- Stored items:
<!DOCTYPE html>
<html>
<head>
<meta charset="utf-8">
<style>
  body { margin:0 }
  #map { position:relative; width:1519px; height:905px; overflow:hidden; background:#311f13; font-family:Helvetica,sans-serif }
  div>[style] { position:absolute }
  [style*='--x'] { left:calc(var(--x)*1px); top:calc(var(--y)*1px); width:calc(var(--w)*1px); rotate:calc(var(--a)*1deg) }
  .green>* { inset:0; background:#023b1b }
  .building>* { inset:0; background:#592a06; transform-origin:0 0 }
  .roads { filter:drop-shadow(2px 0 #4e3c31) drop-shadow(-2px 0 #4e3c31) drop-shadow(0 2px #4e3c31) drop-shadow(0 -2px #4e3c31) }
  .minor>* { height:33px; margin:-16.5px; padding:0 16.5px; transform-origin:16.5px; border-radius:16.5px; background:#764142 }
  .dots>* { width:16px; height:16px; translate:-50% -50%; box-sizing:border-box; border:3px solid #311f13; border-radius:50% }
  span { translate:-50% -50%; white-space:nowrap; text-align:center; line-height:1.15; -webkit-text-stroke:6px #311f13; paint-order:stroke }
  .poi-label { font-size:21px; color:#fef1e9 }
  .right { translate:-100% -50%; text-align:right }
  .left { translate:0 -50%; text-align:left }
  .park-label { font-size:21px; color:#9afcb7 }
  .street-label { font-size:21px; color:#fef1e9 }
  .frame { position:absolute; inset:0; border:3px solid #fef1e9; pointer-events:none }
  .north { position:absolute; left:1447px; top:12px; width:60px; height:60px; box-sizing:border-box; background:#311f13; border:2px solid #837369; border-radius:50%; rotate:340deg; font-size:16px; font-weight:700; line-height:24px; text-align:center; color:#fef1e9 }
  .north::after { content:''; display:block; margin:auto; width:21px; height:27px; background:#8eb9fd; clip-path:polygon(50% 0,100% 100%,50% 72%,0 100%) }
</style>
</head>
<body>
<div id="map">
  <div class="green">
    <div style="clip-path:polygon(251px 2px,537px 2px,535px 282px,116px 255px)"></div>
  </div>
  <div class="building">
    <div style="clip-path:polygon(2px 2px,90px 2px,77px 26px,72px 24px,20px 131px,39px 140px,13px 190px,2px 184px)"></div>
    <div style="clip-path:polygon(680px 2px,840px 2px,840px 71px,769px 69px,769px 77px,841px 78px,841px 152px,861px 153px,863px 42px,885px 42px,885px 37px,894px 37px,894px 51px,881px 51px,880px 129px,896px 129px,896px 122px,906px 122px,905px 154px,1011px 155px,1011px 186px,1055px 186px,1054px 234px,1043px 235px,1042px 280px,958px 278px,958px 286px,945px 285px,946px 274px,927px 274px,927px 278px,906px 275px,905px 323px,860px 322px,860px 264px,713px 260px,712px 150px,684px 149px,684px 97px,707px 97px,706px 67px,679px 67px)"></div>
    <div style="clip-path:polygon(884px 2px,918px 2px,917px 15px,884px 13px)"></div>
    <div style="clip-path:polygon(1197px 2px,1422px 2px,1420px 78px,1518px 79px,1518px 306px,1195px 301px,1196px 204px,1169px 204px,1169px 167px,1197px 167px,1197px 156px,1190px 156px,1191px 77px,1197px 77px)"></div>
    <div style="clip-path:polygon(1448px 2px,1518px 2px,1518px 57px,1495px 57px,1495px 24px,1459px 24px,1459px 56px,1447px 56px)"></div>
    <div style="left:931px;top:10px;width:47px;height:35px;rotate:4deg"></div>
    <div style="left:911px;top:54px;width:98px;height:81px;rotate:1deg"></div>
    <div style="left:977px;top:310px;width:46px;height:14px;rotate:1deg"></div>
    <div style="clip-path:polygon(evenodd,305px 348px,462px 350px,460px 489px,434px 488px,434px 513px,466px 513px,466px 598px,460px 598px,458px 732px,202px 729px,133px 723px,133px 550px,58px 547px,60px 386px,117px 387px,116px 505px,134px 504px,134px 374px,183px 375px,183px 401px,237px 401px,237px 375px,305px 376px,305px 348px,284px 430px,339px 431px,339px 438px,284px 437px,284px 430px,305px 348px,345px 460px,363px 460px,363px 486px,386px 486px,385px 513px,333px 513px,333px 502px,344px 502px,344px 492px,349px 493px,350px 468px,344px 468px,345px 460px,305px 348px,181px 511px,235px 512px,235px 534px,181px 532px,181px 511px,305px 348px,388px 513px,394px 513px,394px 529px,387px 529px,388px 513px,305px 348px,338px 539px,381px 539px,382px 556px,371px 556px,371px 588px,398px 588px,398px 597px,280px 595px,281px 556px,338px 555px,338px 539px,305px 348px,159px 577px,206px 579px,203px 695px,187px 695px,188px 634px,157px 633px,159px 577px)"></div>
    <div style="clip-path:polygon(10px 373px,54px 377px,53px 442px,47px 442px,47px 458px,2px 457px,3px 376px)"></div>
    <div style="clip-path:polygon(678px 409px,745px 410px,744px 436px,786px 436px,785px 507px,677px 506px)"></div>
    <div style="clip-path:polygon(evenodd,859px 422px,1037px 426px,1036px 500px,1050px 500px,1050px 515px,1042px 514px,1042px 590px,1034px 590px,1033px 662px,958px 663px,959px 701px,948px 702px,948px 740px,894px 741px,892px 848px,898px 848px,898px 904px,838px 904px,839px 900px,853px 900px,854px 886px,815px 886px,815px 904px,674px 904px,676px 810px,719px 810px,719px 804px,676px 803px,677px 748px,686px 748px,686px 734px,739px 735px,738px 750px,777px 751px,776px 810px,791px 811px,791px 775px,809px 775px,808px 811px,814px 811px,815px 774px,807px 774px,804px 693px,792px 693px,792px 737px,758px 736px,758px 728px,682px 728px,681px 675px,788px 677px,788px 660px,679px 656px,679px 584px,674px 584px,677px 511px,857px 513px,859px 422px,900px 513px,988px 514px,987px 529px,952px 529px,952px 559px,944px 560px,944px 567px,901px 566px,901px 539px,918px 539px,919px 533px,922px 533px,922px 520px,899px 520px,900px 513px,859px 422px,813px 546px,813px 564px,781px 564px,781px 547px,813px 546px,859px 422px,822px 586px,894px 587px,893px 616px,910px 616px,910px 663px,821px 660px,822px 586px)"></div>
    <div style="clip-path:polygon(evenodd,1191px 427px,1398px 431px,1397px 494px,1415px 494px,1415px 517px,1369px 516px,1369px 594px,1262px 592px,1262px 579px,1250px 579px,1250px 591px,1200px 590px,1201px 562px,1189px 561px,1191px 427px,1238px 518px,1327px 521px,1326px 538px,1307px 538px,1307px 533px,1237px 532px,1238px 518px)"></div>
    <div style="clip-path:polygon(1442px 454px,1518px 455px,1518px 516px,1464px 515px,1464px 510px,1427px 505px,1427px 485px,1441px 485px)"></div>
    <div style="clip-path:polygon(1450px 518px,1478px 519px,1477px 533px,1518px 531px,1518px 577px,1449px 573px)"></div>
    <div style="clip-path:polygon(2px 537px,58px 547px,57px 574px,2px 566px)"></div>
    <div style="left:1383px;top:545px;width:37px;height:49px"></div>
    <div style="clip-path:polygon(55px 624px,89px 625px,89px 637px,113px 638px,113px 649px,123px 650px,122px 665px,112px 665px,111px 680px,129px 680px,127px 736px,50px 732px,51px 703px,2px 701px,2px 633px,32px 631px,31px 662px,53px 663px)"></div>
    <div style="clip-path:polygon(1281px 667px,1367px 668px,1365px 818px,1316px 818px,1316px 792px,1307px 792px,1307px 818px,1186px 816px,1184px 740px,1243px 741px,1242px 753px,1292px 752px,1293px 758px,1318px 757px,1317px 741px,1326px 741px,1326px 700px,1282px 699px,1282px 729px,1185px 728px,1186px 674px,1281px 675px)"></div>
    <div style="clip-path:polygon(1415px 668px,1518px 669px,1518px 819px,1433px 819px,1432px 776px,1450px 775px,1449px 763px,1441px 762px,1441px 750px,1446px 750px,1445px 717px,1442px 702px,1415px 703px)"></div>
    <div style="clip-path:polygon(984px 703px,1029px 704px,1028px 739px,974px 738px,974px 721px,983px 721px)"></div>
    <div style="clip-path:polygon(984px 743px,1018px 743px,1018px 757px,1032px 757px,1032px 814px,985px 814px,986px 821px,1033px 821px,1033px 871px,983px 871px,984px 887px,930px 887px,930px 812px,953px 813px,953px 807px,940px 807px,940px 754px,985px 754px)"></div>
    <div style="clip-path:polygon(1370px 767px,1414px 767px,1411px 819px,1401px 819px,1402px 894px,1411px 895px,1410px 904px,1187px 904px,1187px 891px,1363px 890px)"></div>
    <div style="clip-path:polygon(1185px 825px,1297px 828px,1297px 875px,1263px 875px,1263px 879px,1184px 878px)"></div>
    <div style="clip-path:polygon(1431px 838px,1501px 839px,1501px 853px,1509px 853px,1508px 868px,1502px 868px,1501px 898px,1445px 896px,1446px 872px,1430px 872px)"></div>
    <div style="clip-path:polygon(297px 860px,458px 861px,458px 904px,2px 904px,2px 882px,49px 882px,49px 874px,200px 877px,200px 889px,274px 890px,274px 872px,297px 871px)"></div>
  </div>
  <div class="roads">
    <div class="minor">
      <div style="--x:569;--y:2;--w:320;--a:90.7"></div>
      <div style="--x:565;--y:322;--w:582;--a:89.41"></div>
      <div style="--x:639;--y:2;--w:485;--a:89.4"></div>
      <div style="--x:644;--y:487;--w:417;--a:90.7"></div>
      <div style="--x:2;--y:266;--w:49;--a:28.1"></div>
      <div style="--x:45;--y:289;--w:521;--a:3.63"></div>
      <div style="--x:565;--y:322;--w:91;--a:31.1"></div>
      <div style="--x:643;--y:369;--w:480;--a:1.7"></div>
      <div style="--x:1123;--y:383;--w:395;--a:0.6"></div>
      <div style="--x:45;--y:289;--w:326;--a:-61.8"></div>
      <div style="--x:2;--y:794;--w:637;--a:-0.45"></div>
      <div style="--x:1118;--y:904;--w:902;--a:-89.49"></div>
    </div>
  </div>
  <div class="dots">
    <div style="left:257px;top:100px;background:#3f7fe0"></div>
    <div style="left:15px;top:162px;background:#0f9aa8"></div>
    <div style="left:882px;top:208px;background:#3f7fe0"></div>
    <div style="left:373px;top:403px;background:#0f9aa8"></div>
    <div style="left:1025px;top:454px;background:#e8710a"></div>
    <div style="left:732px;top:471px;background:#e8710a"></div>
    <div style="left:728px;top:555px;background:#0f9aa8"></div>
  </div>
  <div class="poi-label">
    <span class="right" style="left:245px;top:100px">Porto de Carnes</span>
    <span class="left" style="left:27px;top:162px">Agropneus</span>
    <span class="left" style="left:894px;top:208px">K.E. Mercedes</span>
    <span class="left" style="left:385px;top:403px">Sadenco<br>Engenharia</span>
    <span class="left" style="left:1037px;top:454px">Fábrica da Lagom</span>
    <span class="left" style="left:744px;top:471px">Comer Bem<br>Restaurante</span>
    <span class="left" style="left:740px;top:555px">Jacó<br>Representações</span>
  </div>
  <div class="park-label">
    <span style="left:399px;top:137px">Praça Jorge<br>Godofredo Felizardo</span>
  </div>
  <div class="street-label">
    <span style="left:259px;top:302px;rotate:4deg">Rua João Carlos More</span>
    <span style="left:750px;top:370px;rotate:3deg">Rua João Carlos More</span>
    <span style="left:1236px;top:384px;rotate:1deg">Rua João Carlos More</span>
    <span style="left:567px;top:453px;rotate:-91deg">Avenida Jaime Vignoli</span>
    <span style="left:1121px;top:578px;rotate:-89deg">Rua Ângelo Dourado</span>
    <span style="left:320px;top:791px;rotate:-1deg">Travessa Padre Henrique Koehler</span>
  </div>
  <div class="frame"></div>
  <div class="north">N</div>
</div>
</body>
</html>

- Exercise description: Starting from the top of the records and ending at the line that contains "width:16px; height:16px; translate:-50%", repeat each line exactly and return only those lines.

- Task output:
<!DOCTYPE html>
<html>
<head>
<meta charset="utf-8">
<style>
  body { margin:0 }
  #map { position:relative; width:1519px; height:905px; overflow:hidden; background:#311f13; font-family:Helvetica,sans-serif }
  div>[style] { position:absolute }
  [style*='--x'] { left:calc(var(--x)*1px); top:calc(var(--y)*1px); width:calc(var(--w)*1px); rotate:calc(var(--a)*1deg) }
  .green>* { inset:0; background:#023b1b }
  .building>* { inset:0; background:#592a06; transform-origin:0 0 }
  .roads { filter:drop-shadow(2px 0 #4e3c31) drop-shadow(-2px 0 #4e3c31) drop-shadow(0 2px #4e3c31) drop-shadow(0 -2px #4e3c31) }
  .minor>* { height:33px; margin:-16.5px; padding:0 16.5px; transform-origin:16.5px; border-radius:16.5px; background:#764142 }
  .dots>* { width:16px; height:16px; translate:-50% -50%; box-sizing:border-box; border:3px solid #311f13; border-radius:50% }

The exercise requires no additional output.